Old advertisements peeled off the outer walls of the vehicle left streaks and scratches. Fenders are beaten to a pockmarked pulp, or are nonexistent. The seats inside are worn down to the underlying fabric, torn or completely open, exposing dark grey foam. They might be disconnected from the metal bracings. This is your worst seat.

In fairness, there are a lot of new buses. They are sparkling clean and more spacious. They have the government slogan on the walls. When a different political party takes charge, they repaint the buses and garbage trucks and put up promotional signs. Right now the slogans are variations on “Piensa en Grande:” Think Big.

Mexican roads are full of speed bumps. Often an impatient bus driver will get his front tires over it gently, only to speed up and hit the back tires hard. So if you are in the back half of the bus you will bounce up in the air like if you did back in elementary school while singing that awful song. How did it go again?

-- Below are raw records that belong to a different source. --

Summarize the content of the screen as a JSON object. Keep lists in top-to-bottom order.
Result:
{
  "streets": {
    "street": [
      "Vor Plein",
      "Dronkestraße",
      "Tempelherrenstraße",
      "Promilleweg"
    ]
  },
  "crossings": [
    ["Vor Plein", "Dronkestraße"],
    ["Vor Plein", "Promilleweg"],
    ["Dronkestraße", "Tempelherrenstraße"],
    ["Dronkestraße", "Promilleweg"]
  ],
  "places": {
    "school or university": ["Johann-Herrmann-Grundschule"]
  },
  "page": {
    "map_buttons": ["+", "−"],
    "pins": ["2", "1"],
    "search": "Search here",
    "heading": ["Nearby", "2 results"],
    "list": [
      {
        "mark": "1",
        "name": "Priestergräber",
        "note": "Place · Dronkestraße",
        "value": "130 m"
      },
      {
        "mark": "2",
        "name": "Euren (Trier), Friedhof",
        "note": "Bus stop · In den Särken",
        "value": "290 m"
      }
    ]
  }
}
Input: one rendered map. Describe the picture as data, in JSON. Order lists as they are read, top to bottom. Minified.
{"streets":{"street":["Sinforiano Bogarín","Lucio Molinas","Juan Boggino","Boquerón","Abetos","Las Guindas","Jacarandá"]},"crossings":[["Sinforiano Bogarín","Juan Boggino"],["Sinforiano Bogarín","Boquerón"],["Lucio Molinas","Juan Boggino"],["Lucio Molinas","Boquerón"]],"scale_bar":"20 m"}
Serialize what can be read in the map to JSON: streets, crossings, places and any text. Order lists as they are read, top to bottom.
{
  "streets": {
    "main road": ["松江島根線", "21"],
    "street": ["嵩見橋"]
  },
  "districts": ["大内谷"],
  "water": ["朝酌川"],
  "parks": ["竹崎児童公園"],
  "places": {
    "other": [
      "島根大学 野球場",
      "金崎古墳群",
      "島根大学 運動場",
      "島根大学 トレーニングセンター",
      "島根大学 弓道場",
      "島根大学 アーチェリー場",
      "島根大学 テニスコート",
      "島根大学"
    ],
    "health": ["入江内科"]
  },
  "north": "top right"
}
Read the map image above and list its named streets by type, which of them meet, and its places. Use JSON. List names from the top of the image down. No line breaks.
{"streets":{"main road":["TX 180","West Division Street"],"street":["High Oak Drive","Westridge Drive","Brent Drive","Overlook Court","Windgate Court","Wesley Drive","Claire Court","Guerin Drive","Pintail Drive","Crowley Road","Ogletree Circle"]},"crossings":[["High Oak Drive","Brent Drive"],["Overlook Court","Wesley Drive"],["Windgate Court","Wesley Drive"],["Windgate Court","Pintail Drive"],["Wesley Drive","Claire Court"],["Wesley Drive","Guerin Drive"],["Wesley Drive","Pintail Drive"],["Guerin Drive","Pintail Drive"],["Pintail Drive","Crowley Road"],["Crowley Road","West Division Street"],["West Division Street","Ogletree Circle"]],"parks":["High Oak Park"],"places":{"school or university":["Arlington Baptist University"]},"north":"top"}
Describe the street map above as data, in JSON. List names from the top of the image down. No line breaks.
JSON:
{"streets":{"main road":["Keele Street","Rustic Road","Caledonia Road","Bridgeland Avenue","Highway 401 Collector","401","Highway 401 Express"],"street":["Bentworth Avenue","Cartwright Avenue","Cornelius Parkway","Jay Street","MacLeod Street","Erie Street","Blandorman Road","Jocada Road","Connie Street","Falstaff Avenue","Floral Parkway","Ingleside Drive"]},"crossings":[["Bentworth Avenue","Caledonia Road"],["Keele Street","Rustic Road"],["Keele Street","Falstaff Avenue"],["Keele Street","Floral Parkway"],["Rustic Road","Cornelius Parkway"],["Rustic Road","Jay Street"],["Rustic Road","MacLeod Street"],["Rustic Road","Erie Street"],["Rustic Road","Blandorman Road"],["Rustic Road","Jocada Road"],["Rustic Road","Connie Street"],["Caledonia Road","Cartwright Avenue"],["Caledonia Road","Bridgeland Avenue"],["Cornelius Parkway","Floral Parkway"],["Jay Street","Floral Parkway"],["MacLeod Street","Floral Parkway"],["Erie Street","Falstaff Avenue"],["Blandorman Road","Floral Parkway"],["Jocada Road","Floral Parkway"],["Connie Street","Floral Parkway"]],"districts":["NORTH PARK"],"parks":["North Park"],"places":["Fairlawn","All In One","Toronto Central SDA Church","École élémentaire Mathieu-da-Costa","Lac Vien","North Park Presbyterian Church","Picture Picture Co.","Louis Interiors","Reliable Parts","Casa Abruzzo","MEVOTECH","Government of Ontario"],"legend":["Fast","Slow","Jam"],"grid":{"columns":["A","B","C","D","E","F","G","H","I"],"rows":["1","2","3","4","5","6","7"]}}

But don’t sit in the front seats. An old woman or pregnant lady is bound to get on, and as a gentlemen (or woman) you are bound to offer her the seat.

So you are best off somewhere in the middle. But which side? The sun can blaze pretty hard through the windows on a smoggy street.

I take the same route every day, but at different times. Most days I can’t remember and end up surprised. Sometimes it is nice to get that sun. Usually the shade is nicer. But nothing beats getting off that bus and getting your land legs back.